A Dios le gusta que acudamos siempre sin desmayar ante su trono para darnos aquello que necesitamos. Como el mismo Santiago expresa al comienzo de esta epístola, muchas veces no sabemos pedir porque pedimos mal, porque le pedimos para nuestros deleites y caprichos en vez de pensar en aquello que más nos conviene. Sin desesperarnos, nuestras oraciones de fe han de alcanzar la presencia de Dios, sometiendo humildemente nuestras vidas y circunstancias bajo la poderosa mano del Señor. Elías comprendió esta dimensión espiritual de la oración y cuando alzó su voz en oración a Dios, tuvo en cuenta la voluntad soberana de su Señor, de tal manera que lo que parecía imposible fue hecho, y lo que parecía absurdo se hizo realidad.

CONCLUSIÓN

La oración de fe alcanza sus máximas cotas de poder cuando es Dios el que transforma nuestras vacilantes y balbuceantes palabras en vida, salud, salvación y perdón. Sea cual sea la situación, y de forma especial la que estamos viviendo en términos sanitarios, Dios espera de ti y de mí que nos dirijamos a Él reverente y humildemente en oración, y así tener comunión continua con Aquel que mejor nos conoce y que mejor sabe qué necesitamos.
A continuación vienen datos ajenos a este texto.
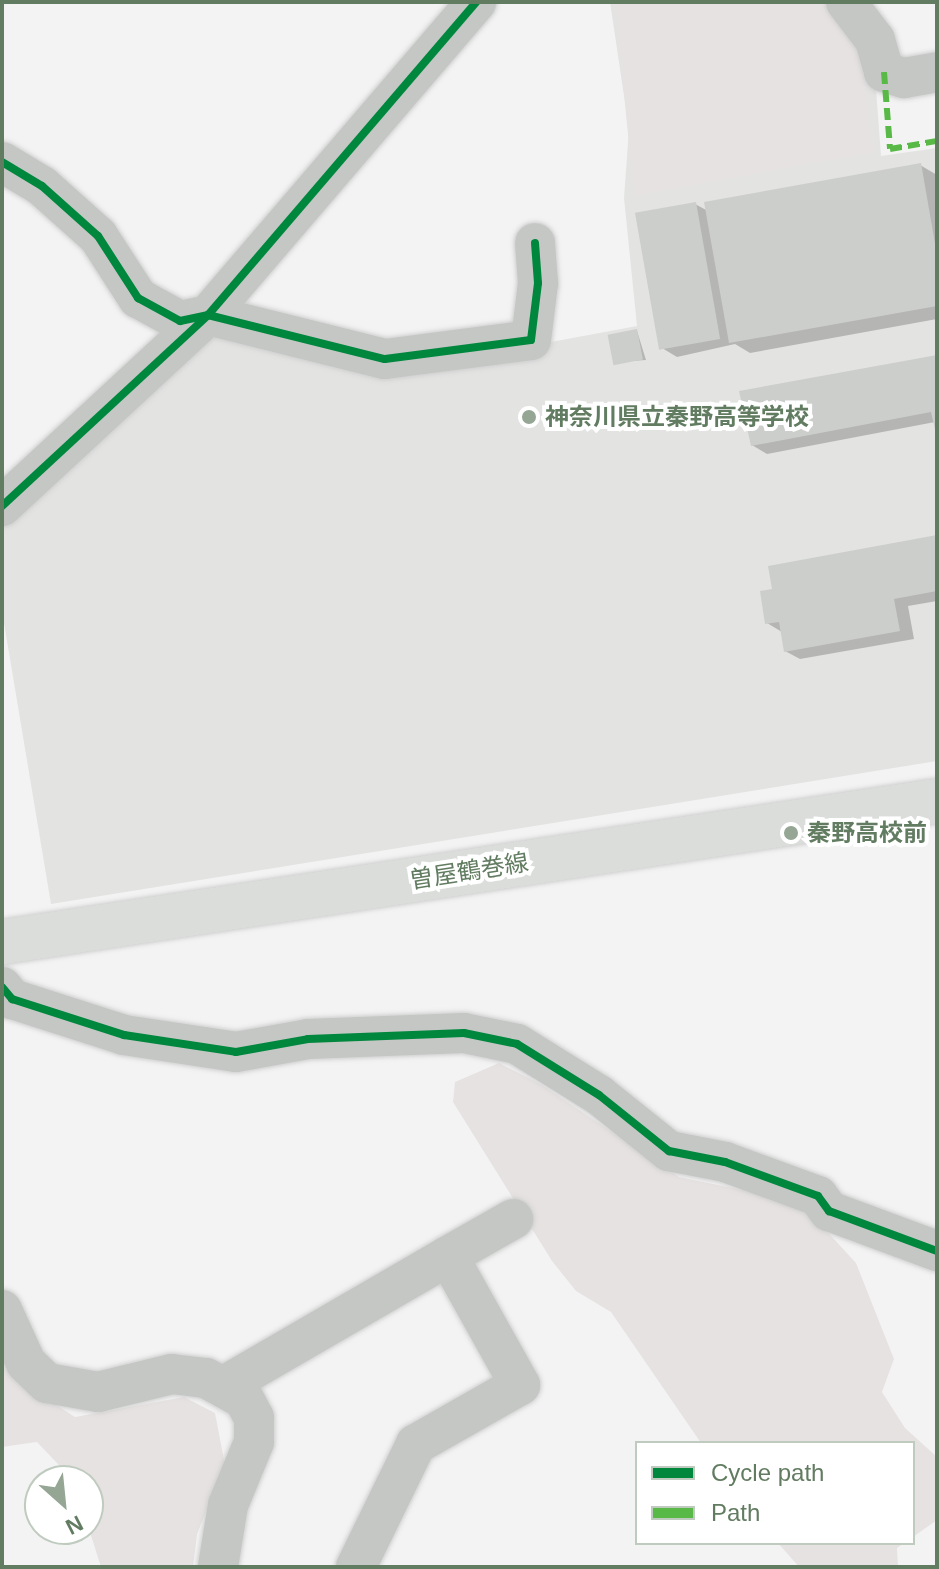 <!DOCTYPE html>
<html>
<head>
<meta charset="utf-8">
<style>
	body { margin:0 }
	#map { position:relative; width:939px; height:1569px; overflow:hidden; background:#f4f3f4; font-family:Arial,"Noto Sans JP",sans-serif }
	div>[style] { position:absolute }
	.built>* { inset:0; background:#e3e3e2 }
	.green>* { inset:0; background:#e7e2e2 }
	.shadow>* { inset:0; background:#0003 }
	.building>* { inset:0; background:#cccecc; transform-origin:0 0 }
	.roads { filter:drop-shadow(0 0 2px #cfd0cf) drop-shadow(0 0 2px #cfd0cf) }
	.minor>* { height:40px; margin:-20px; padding:0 20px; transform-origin:20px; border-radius:20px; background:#c5c7c5 }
	.major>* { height:44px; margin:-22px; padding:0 22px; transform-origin:22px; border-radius:22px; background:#dbdddb }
	.quiet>* { height:6px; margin-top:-3px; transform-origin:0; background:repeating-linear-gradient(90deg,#58b947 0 12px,transparent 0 18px) }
	.cycleway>* { height:8px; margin:-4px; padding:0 4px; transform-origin:4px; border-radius:4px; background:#00873e }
	.dots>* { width:22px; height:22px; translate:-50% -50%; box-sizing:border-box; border:4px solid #fff; border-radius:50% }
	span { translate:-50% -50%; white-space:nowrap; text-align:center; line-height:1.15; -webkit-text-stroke:8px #fff; paint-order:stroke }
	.poi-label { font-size:24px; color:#627c61; font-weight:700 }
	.left { translate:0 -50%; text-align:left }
	.street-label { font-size:24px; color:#627c61 }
	.frame { position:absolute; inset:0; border:4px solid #627c61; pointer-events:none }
	.legend { position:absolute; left:635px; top:1441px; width:280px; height:104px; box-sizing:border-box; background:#fff; border:2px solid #c0cbc0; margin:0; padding:10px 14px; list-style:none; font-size:24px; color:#627c61 }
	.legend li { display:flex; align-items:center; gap:16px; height:40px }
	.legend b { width:40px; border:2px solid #c0cbc0 }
	.north { position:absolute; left:24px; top:1465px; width:80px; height:80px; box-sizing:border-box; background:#fff; border:2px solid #c0cbc0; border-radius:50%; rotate:153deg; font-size:22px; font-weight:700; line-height:32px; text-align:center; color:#627c61 }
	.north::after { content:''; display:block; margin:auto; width:28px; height:36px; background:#95a694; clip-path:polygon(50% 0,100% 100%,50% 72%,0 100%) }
</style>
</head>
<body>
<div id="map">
	<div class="built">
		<i style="clip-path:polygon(610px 2px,834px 2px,875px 75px,881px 156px,937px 148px,937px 761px,51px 904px,2px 611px,2px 522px,211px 327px,391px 372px,637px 326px,624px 198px,629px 129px)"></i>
	</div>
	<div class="green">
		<i style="clip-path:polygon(615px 2px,828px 2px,859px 45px,874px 152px,634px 196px)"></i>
		<i style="clip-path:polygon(499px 1063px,542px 1085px,679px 1177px,800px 1202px,856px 1263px,894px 1359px,882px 1392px,905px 1428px,937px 1457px,937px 1520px,913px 1537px,913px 1443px,701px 1443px,611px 1312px,576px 1291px,552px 1261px,453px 1102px,455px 1082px)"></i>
		<i style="clip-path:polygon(2px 1345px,18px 1380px,75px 1417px,184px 1397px,215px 1413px,225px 1465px,197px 1534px,193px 1567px,101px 1567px,88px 1526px,88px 1481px,74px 1481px,37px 1442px,2px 1447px)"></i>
		<i style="clip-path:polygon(778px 1543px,904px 1543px,897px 1548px,898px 1567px,799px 1567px)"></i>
	</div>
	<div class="shadow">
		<i style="clip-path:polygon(920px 165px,937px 175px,937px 319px,750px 353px,735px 344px,677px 357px,662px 348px,695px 204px,708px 211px)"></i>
		<i style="clip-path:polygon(637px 331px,646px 360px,615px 362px)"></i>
		<i style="clip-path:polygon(937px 357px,937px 436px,935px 422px,767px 454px,752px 445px)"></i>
		<i style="clip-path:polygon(937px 537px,937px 601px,908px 606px,914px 639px,800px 659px,785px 651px,782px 632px,767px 623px)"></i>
	</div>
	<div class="building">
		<i style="clip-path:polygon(921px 163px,937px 255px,937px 306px,729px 343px,704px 202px)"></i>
		<i style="left:696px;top:202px;width:139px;height:62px;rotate:80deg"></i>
		<i style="left:637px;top:329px;width:31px;height:30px;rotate:79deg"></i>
		<i style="clip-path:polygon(937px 355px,937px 438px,931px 412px,751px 446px,739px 391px)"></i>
		<i style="clip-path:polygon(937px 535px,937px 591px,894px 599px,900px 631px,784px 652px,779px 622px,765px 624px,760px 591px,772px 589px,768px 566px)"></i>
	</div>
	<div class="roads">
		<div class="minor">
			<i style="left:846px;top:2px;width:48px;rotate:52.7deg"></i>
			<i style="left:875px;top:40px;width:33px;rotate:74deg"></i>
			<i style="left:884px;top:72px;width:21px;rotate:17deg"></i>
			<i style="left:904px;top:78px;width:34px;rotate:-10deg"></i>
			<i style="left:2px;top:162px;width:47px;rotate:31deg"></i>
			<i style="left:42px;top:186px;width:75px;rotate:41.8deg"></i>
			<i style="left:98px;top:236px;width:74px;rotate:57.2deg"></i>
			<i style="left:138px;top:298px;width:48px;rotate:28.7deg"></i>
			<i style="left:180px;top:321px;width:29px;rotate:-12deg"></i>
			<i style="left:208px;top:315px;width:182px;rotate:14deg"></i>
			<i style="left:385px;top:359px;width:147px;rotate:-7.4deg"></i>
			<i style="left:531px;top:340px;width:57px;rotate:-83deg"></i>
			<i style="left:538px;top:283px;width:40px;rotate:-94.3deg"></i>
			<i style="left:2px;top:506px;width:281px;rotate:-42.8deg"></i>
			<i style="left:208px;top:315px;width:412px;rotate:-49.4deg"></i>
			<i style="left:2px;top:987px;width:16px;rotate:50deg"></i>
			<i style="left:12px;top:999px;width:118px;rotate:17.8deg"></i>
			<i style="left:124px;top:1035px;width:113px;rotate:8.6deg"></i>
			<i style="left:236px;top:1052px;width:73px;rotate:-10.2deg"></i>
			<i style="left:308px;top:1039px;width:156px;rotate:-2.2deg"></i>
			<i style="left:464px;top:1033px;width:54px;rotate:11.7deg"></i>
			<i style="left:517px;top:1044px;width:97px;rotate:31.9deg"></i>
			<i style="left:599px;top:1095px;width:90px;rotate:38.7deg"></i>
			<i style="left:669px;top:1151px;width:57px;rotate:11.1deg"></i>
			<i style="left:725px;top:1162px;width:99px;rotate:20.1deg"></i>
			<i style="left:818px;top:1196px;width:19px;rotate:54deg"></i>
			<i style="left:829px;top:1211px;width:115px;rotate:20.3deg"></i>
			<i style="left:448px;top:1256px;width:75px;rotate:-29.6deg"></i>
			<i style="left:2px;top:1310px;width:58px;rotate:65.6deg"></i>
			<i style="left:26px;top:1363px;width:29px;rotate:44deg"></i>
			<i style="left:47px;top:1383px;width:52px;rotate:10deg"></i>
			<i style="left:98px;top:1392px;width:76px;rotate:-13.7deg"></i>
			<i style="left:172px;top:1374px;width:34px;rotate:7deg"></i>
			<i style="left:206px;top:1378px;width:43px;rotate:28.9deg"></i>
			<i style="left:244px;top:1399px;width:21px;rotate:62deg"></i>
			<i style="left:254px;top:1418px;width:24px;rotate:90deg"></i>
			<i style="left:254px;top:1442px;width:68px;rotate:112.4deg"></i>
			<i style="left:228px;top:1505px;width:63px;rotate:99.2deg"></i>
			<i style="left:224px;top:1386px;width:259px;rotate:-30.1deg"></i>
			<i style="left:448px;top:1256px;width:148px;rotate:60.8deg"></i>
			<i style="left:520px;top:1385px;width:120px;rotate:150.4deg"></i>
			<i style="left:416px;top:1444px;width:137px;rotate:116deg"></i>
		</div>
		<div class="major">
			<i style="left:2px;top:942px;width:946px;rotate:-8.58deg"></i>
		</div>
	</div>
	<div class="quiet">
		<i style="left:884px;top:72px;width:77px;rotate:85.5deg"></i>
		<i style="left:890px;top:149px;width:48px;rotate:-9.7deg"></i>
	</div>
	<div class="cycleway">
		<i style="left:2px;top:162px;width:47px;rotate:31deg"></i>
		<i style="left:42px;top:186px;width:75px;rotate:41.8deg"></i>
		<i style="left:98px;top:236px;width:74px;rotate:57.2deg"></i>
		<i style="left:138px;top:298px;width:48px;rotate:28.7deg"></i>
		<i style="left:180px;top:321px;width:29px;rotate:-12deg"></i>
		<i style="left:208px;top:315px;width:182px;rotate:14deg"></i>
		<i style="left:385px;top:359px;width:147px;rotate:-7.4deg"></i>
		<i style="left:531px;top:340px;width:57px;rotate:-83deg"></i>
		<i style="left:538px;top:283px;width:40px;rotate:-94.3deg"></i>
		<i style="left:2px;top:506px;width:281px;rotate:-42.8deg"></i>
		<i style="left:208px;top:315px;width:412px;rotate:-49.4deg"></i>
		<i style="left:2px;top:987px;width:16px;rotate:50deg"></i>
		<i style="left:12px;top:999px;width:118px;rotate:17.8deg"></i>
		<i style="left:124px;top:1035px;width:113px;rotate:8.6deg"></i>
		<i style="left:236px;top:1052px;width:73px;rotate:-10.2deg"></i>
		<i style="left:308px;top:1039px;width:156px;rotate:-2.2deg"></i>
		<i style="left:464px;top:1033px;width:54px;rotate:11.7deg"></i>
		<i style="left:517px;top:1044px;width:97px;rotate:31.9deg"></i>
		<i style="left:599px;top:1095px;width:90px;rotate:38.7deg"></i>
		<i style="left:669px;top:1151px;width:57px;rotate:11.1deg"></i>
		<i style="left:725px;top:1162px;width:99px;rotate:20.1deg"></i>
		<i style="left:818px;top:1196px;width:19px;rotate:54deg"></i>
		<i style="left:829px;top:1211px;width:115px;rotate:20.3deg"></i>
	</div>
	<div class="dots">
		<i style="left:529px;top:417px;background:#95a694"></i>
		<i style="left:791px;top:833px;background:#95a694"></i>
	</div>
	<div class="poi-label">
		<span class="left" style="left:545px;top:417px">神奈川県立秦野高等学校</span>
		<span class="left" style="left:807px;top:833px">秦野高校前</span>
	</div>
	<div class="street-label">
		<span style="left:469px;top:871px;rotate:-9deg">曽屋鶴巻線</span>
	</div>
	<div class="frame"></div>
	<ul class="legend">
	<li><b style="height:10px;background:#00873e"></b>Cycle path</li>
	<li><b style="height:10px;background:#58b947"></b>Path</li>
	</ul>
	<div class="north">N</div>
</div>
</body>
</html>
Confiemos más en nuestros hermanos para que en la confesión mutua, y en estos tiempos, a distancia y por medio de canales digitales, podamos despojarnos de pecados ocultos que solo lastran nuestra trayectoria espiritual y que obstaculizan el desarrollo a la madurez de nuestras vidas.

Por último, no dejemos de orar buscando siempre que el poder maravilloso y asombroso de Dios sea desplegado en nosotros y en toda la tierra hasta que Cristo regrese en gloria y esplendor, y hasta que esta pandemia global del Covid-19 remita y sea desarraigada por completo de nuestras vidas.